Il tricologo mi ha guardato, sì, e mi ha detto “scommetto anche alle unghie…””non si preoccupi, tornerà ad avere i suoi artigli”… Artigli, proprio così. Con sorrisetto di chi se li prova sulla schiena, dico, certi artigli. Che se non fossi stata, ad occhio, la sua zietta zitella, avrei pure pensato che ce stava a provà. Il tricologo. Il tricologo poi ha detto “c’ha una testa di capelli tale” che però almeno detto da lui non suona come quelli che ti dicono “perderli, tu? Ma va quanti ne hai”, come se a perdere tre dita contarne sette rimanenti fosse una strategia consolatoria vincente.
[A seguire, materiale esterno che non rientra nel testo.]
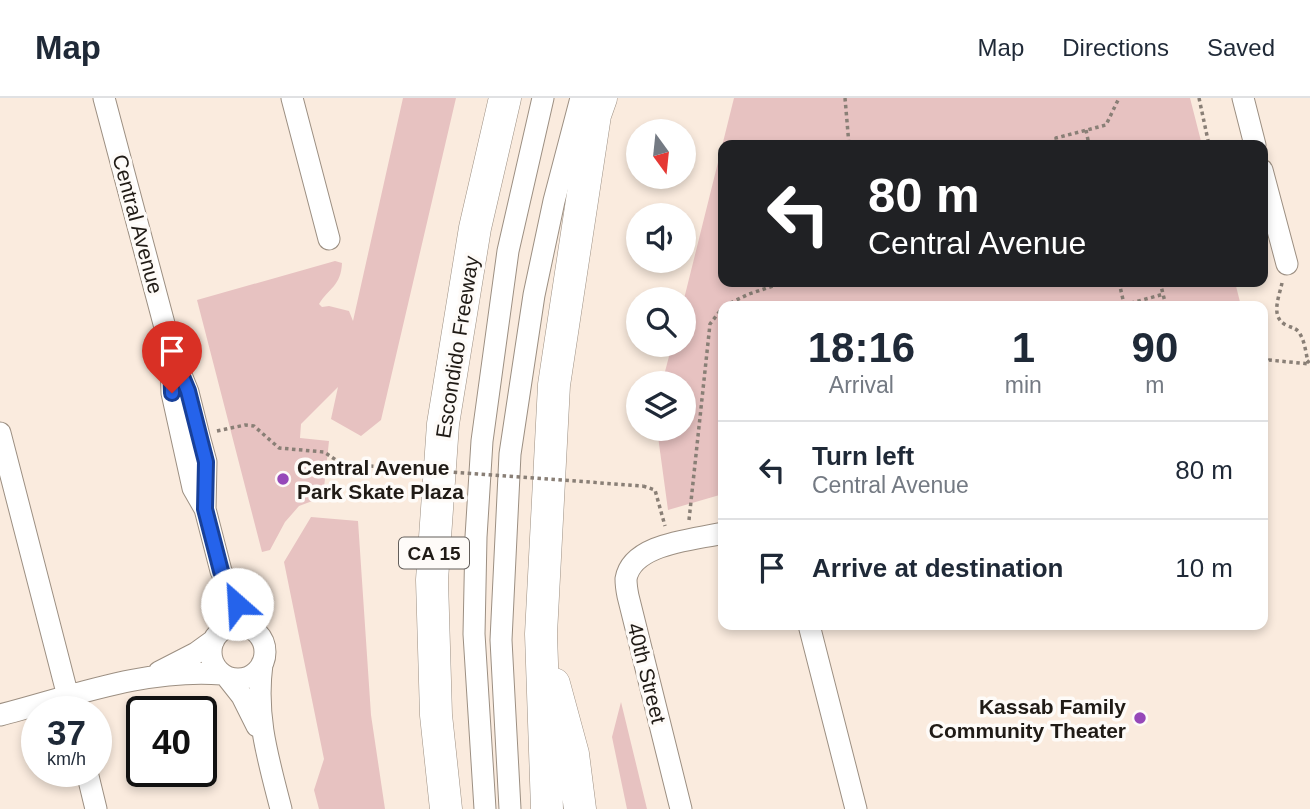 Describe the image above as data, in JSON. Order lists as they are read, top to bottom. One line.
{"streets":{"highway":["Escondido Freeway","CA 15"],"street":["Central Avenue","40th Street"]},"places":["Central Avenue Park Skate Plaza","Kassab Family Community Theater"],"north":"bottom","page":{"header":"Map","nav":["Map","Directions","Saved"],"turn":["80 m","Central Avenue"],"eta":["18:16","Arrival","1","min","90","m"],"list":[{"name":"Turn left","note":"Central Avenue","value":"80 m"},{"name":"Arrive at destination","value":"10 m"}],"speed":"37 km/h","limit":"40"}} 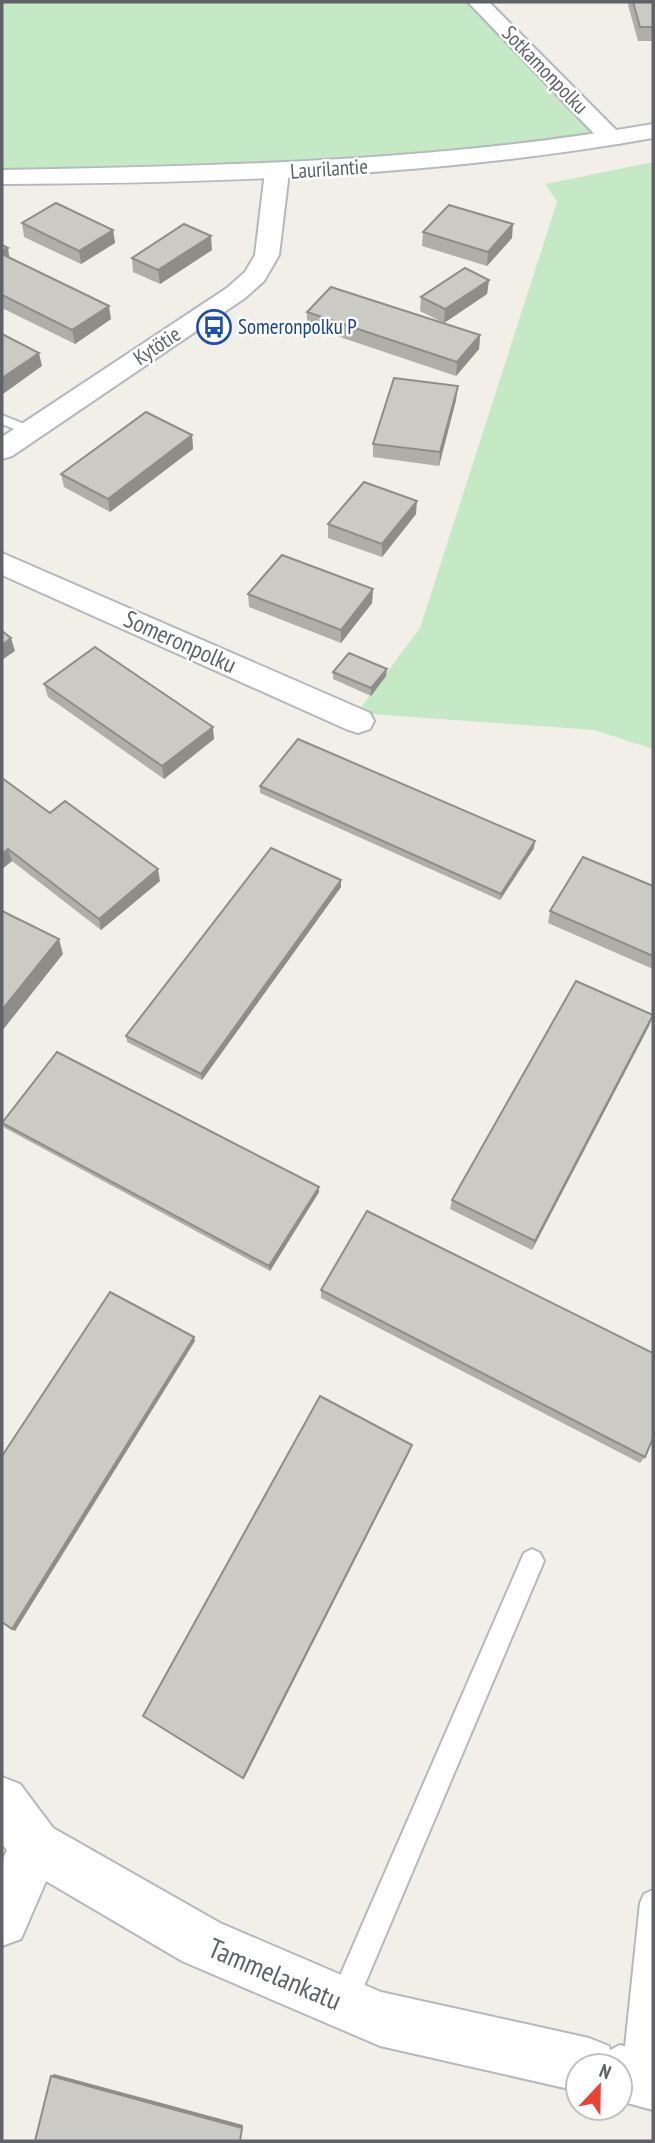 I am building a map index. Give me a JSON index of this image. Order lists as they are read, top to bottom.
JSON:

Così oggi l’ho capito, i capelli come gli amici quest’anno. Chissà se come idea scientifica la posso far passare. Sto perdendo tanti capelli perché perdo degli amici. O il contrario. Però il tricologo ha detto che fan così, i capelli, a scoppio ritardato sulle anestesie e sulle vancomicine. E ha detto soprattutto “ha una ricrescita pazzesca, si vede bene, stia tranquilla”. E infatti vede, gli direi, la mia teoria sta proprio in piedi perché per qualche amico perso, quest’anno ne sono apparsi e ricresciuti altri.
Come i miei capelli, che la ricrescita si sa riccia non è, è argentatissima, arruffata e diversa. E gli amici nuovi, son proprio diversi, non dico arruffati, questo no, ma si vede che ci sono, argentati anch’essi e fuori dal coro.
Questo post non si chiama “il tricologo” né “capelli e amici” però. Perché è un sabato di giugno, favonio, tardo pomeriggio come quelli là, quei sabati là, quel sabato là, attanagliata da una precisa nostalgia che mi accerchia come col compasso e suona come quando ti dicono “ancora? Dopo quattro anni?” come se a perdere un sogno e contarne altri rimanenti fosse una strategia consolatoria (sempre) vincente.
Come cazzo è che cadono i capelli, ricrescono gli amici, e le nostalgie fan quel cazzo che vogliono, eh.